The tools are fairly common because they were made by pattermakers for their own use, according to tool collectors I’ve talked to. Sometimes the patternmaker would use a common Stanley tool as the pattern for the craftsman-made tool. And that’s why you sometimes see router planes that look like slightly shrunken Stanley router planes in bronze.
The coolest one I’ve ever seen is owned by Carl Bilderback, a retired carpenter and tool collector who lives outside Chicago. He writes for Popular Woodworking on occasion and whenever I’m up there to take photos of his work I always catch myself looking at his router plane with lustful thoughts.
It’s fancy. It has a bronze base, a beautifully knurled adjustment mechanism and tiny little turned handles. You’ll be able to see a photo of it in our February 2008 issue. Carl is using it during an article on repairing mistakes.
The router shown here is a more typical example. I bought it for $15 at a tool swap. It was sitting on a blanket with a bunch of other little bits of rusted metal.
Fixing one up is easy. I started working on this one at 4:10 p.m. and was trimming tenons before 4:30 p.m. rolled around. The irons on these are almost always soft steel, which means they are easy to hone up, but that you’ll be sharpening them often.
I polished the flat face of the tool on my waterstones during two songs on the radio (man how I love Little Steven’s Underground Garage). Then I trued up the bevel on a diamond stone and honed a micro-bevel on the waterstones. You can’t use honing guides to sharpen the L-shaped iron, but it’s easy work by hand.
The only other thing to do is to clean up the sole a bit. The oxidation on the broze base will leave nasty marks on your work at first. I clean up the base on some sandpaper stuck to a piece of granite.
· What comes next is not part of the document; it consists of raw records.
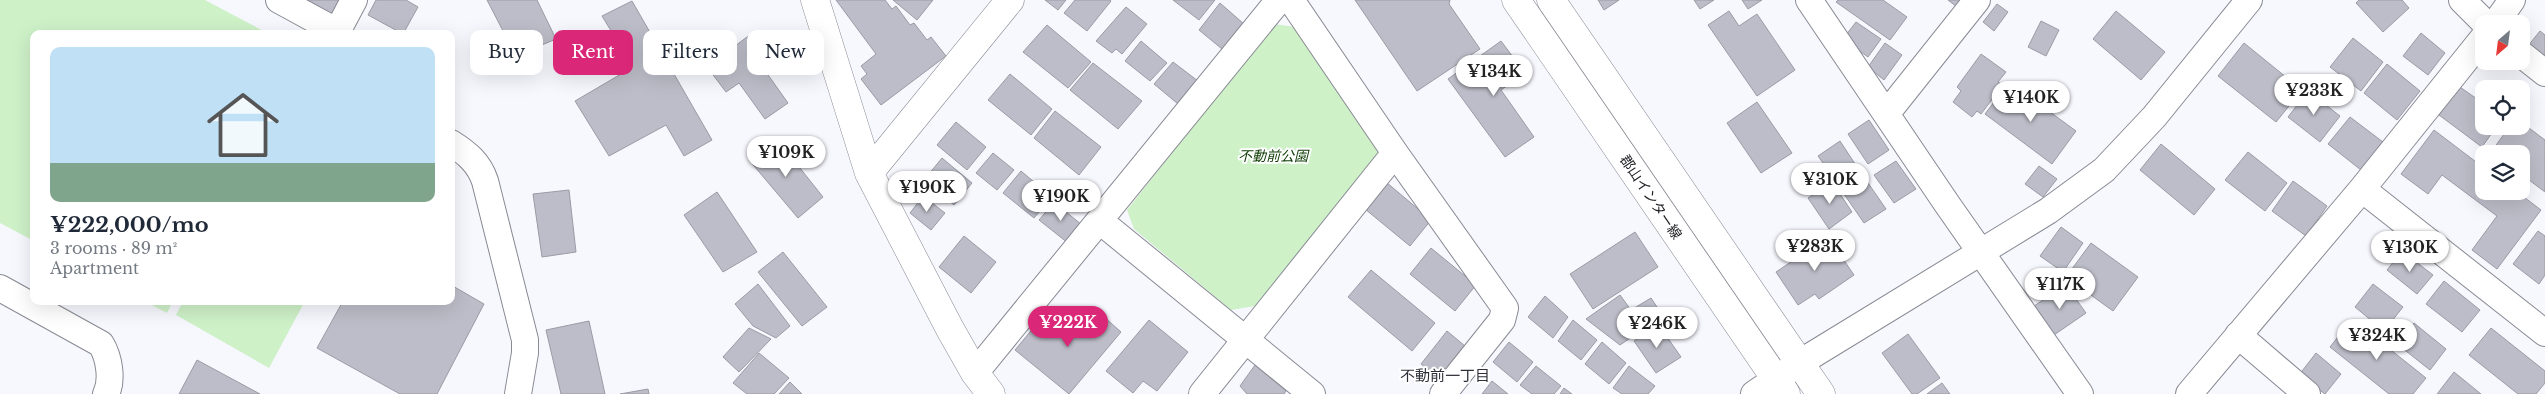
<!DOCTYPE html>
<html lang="en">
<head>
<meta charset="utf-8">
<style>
	:root { --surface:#fff; --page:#f6f6f7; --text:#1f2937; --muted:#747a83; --line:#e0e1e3; --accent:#db2777 }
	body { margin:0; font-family:"Libre Baskerville","Noto Sans JP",serif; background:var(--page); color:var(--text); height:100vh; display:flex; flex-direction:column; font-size:19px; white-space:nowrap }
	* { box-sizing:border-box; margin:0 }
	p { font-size:16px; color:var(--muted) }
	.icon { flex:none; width:28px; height:28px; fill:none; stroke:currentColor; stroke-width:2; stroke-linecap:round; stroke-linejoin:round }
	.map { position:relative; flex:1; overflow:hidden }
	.details { position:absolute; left:30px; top:30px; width:425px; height:275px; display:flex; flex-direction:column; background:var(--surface); border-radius:10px; box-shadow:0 5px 20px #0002 }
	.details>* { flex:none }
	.top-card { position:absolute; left:470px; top:30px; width:475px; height:45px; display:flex; gap:10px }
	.needle { width:32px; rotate:208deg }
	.buttons { position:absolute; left:2475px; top:15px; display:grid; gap:10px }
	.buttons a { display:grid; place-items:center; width:55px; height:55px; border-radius:10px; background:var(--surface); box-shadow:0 5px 20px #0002; font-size:25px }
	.price { position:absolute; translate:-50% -42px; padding:0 11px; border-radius:18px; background:#fff; color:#222; font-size:16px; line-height:32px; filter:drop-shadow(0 1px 2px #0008) }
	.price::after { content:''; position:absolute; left:50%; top:30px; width:15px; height:11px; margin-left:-8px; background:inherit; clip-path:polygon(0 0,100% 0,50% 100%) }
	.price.on { background:var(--accent); color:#fff }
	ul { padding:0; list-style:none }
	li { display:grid; align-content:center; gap:10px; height:265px; padding:0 20px }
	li+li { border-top:1px solid var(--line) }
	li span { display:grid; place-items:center; height:155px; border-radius:10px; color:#555 }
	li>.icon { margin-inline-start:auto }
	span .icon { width:90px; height:90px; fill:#fffc; stroke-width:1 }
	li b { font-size:21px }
	.chip { padding:0 18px; border-radius:10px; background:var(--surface); box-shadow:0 5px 20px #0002; font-size:18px; line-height:45px }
	.chip.on { background:var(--accent); color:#fff }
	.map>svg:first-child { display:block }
	.green { fill:#cef1c8 }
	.building { fill:#bcbdc8; stroke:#9a9ba5 }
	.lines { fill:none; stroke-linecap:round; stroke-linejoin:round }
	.minor-casing { stroke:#888993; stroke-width:28 }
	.tertiary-casing { stroke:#888993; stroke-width:29 }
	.minor { stroke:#fff; stroke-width:26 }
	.tertiary { stroke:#fff; stroke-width:28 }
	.labels { text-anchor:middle; stroke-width:4; stroke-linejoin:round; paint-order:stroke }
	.park-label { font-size:14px; font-style:italic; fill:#0b3a01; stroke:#fff }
	.street-label { font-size:14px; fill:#1d1e22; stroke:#fff }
	.neighbourhood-label { font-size:15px; fill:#2e2f38; stroke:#fff }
</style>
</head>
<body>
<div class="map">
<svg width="2545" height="394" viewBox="0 0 2545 394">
	<rect width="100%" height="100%" fill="#f7f7fe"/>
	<path class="green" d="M0 0H205L269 34H34V241L0 223Z
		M1273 24 1296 27 1379 143 1380 156 1255 306 1231 310 1134 229 1127 210Z
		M144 301H173L167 313Z
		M183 301H305L269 368 176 315Z"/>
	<path class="building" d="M306 0H341L332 15Z
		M376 0H406L418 7 403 34 368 15Z
		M487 0H537L556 39 516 56Z
		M836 0H885L892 9 896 6 910 25 914 23 927 40 931 37 946 56 881 105 861 79 867 74 861 66 876 54Z
		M893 0H933L917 20Z
		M1045 0H1066L1058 10Z
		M1075 0H1110L1111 1 1087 31 1064 13Z
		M1173 0H1215L1199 20Z
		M1355 0H1450L1449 4 1480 49 1417 91Z
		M1598 0H1619L1604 10Z
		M1694 0H1714L1700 9Z
		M1742 0H1762L1748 9Z
		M1838 0H1883L1907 17 1890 40 1836 2Z
		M1948 0H1963L1957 7Z
		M2359 0H2402L2409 8 2383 32 2356 3Z
		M632 1 712 140 684 156 666 125 609 156 575 101 633 67 602 16Z
		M1220 3 1244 24 1222 49 1199 30Z
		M1997 4 2008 12 1994 31 1983 22Z
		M1126 7 1147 24 1122 54 1116 49 1112 53 1096 41Z
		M1729 11 1739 26 1757 14 1795 70 1757 96 1708 25Z
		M2116 11 2165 52 2141 80 2093 39Z
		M2041 21 2059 30 2046 56 2028 47Z
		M1856 22 1881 39 1868 57 1843 39Z
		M1047 25 1091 62 1068 88 1023 52Z
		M2540 31 2545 35V61L2527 47Z
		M2421 33 2445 53 2428 75 2403 56Z
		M751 34 770 59 761 65 788 103 765 119 739 83 726 92 707 67Z
		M2353 38 2383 62 2361 91 2330 67Z
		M1141 41 1167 63 1150 81 1125 61Z
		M1501 41 1525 73 1501 90 1534 137 1505 157 1448 79Z
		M1885 43 1902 55 1884 80 1868 67Z
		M2244 43 2302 90 2276 122 2218 76Z
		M1981 54 2006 72 1998 82 2003 85 1981 114 1977 111 1972 117 1953 102 1961 91 1957 87Z
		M1173 62 1198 81 1178 104 1154 84Z
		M1093 63 1142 101 1118 129 1070 90Z
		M2387 64 2420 91 2397 120 2364 93Z
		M1010 74 1052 109 1031 135 988 100Z
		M2009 82 2076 131 2052 164 1985 114Z
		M2460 87 2484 104V126H2497L2482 147 2439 115Z
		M2308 91 2340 116 2320 142 2288 117Z
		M1757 102 1792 153 1761 173 1727 123Z
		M1055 111 1101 147 1079 175 1034 138Z
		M2350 117 2383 142 2361 170 2328 144Z
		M1869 120 1889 150 1868 164 1848 134Z
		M956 122 986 147 967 170 937 145Z
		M2521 122 2545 140V192L2521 174V154H2494L2491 152 2510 126H2521Z
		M2434 130 2484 168V191H2516L2541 210 2497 269 2472 250 2497 216 2442 175 2428 194 2401 174Z
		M776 138 823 197 798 218 749 160Z
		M1840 141 1859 170 1838 184 1818 156Z
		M2161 144 2215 189 2194 215 2140 170Z
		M2248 152 2287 183 2265 211 2225 180Z
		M993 153 1014 170 997 190 976 173Z
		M942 158 972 183 954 205 924 180Z
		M1896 161 1916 189 1894 203 1874 175Z
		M2039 166 2057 179 2043 197 2025 184Z
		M1021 171 1052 197 1034 218 1003 193Z
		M1866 180 1886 209 1864 223 1844 194Z
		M2293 181 2327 206 2306 236 2272 211Z
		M1386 182 1431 220 1410 246 1365 209Z
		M1832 182 1852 212 1829 229 1808 198Z
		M569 190 576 252 542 257 533 194Z
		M717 192 757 252 723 272 684 215Z
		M923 196 945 213 931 230 910 213Z
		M1054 202 1082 225 1068 243 1039 220Z
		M2061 227 2083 243 2063 272 2040 256Z
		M2538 231 2545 236V275L2539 284 2513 264Z
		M1635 232 1658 267 1593 309 1570 274Z
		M964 236 996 262 971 293 939 267Z
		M1828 237 1854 275 1819 299 1815 294 1798 305 1776 272Z
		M2091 243 2138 277 2113 311 2066 277Z
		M1431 248 1476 285 1455 311 1410 274Z
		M2402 251 2433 275 2417 294 2387 270Z
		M783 252 827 307 802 326 758 272Z
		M1371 270 1435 323 1412 351 1348 297Z
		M2444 281 2480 310 2462 332 2426 304Z
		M758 284 790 326 776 338 753 326 735 304Z
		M2373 284 2403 307 2384 331 2355 307Z
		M451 285 484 304 437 394H400L317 348 343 301H451Z
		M2066 285 2086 313 2054 335 2034 306Z
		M1620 295 1631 310 1651 298 1663 316 1620 345 1586 319Z
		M1545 296 1568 317 1553 338 1528 317Z
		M1093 307 1121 332 1069 394 1015 350 1045 314 1070 335Z
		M2352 319 2426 378 2413 394H2389L2330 347Z
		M1149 320 1188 352 1157 391 1143 381 1133 393 1106 371Z
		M1573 320 1597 340 1581 360 1558 341Z
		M589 321 605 394H561L546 330Z
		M2414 323 2446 349 2430 370 2397 344Z
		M1658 324 1681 357 1656 373 1634 341Z
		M749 328 771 339 739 372 723 357Z
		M2491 328 2545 371V383L2536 394H2518L2469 355Z
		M1447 331 1465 346 1447 370 1442 367 1436 376 1421 364Z
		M1908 334 1940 378 1917 394H1912L1882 353Z
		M1509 342 1533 362 1517 382 1493 362Z
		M1602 342 1626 363 1609 384 1585 364Z
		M759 353 789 378 774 394H747L733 383Z
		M2316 353 2341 374 2325 394 2299 375Z
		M197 360 260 394H179Z
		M1255 365 1286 391 1284 394H1247L1240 386Z
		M1536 366 1561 386 1554 394H1532L1520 385Z
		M1629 366 1655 386 1648 394H1622L1613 388Z
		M2454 372 2481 394H2437Z
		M1492 381 1508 394H1482Z
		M790 382 802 394H779Z
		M1942 383 1950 394H1927Z
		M1564 388 1572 394H1560Z
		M648 389 649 394H620Z"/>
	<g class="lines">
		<g class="minor-casing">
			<path id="minor" d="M279 0 336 31
				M1291 0 1395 153 1505 308 1502 320 1443 394
				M1809 0 1947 204 2080 394
				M2462 0 2486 24
				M2495 24 2512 0
				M336 34 354 0
				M2521 54 2545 73
				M1887 113 1977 0
				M451 143C467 153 479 163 485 181L525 340V353L518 394
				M2362 189 2545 333
				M1100 221 1312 394
				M0 288 101 344C109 357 113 380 106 394
				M2238 335 2307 394
				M975 373 1279 0
				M1202 394 1395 153
				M1754 394 1801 362 2048 211 2104 170 2154 117 2249 0
				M2189 394 2362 189 2484 37"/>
		</g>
		<g class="tertiary-casing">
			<path id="tertiary" d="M815 0 869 173 950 329 975 373 991 394
				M1516 0 1786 394
				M1551 0 1821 394
				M869 173 1010 0"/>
		</g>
		<use href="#minor" class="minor"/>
		<use href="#tertiary" class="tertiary"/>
	</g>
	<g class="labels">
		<g class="park-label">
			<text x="1273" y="161">不動前公園</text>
		</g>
		<g class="street-label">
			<text transform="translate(1651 197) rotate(56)" y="5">郡山インター線</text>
		</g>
		<g class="neighbourhood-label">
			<text x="1445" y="381">不動前一丁目</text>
		</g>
	</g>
</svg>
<div class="buttons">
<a><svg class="needle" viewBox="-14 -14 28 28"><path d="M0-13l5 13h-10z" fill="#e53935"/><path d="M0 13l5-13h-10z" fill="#747a83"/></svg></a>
<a><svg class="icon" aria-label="locate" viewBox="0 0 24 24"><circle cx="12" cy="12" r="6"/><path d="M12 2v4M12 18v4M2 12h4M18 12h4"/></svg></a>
<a><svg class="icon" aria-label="layers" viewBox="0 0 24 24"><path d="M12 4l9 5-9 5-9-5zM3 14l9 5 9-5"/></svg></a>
</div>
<b class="price" style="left:1494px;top:97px">¥134K</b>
<b class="price" style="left:2314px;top:116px">¥233K</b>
<b class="price" style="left:2031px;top:123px">¥140K</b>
<b class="price" style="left:786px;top:178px">¥109K</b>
<b class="price" style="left:1830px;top:205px">¥310K</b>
<b class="price" style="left:927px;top:213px">¥190K</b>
<b class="price" style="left:1061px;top:222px">¥190K</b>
<b class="price" style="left:1815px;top:272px">¥283K</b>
<b class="price" style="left:2410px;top:273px">¥130K</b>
<b class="price" style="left:2060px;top:310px">¥117K</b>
<b class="price on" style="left:1068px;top:348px">¥222K</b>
<b class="price" style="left:1657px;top:349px">¥246K</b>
<b class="price" style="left:2377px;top:361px">¥324K</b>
<div class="top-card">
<a class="chip">Buy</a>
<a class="chip on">Rent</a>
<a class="chip">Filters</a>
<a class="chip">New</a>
</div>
<section class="details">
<ul>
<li><span style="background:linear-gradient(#bfe0f5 75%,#7fa58c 0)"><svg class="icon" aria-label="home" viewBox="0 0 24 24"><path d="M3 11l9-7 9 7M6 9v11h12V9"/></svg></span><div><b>¥222,000/mo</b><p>3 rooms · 89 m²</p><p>Apartment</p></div></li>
</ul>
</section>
</div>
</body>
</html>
If you’d like one of these tools for yourself, the best way is to join Mid-West Tool Collector’s Association and attend one of their local or national meets. You will have 20 or 30 to choose from. I’ve found a few on eBay using this search, but I like buying them in person because you can make sure that the iron can be tightened up well. There’s nothing worse than an iron that shifts around in use.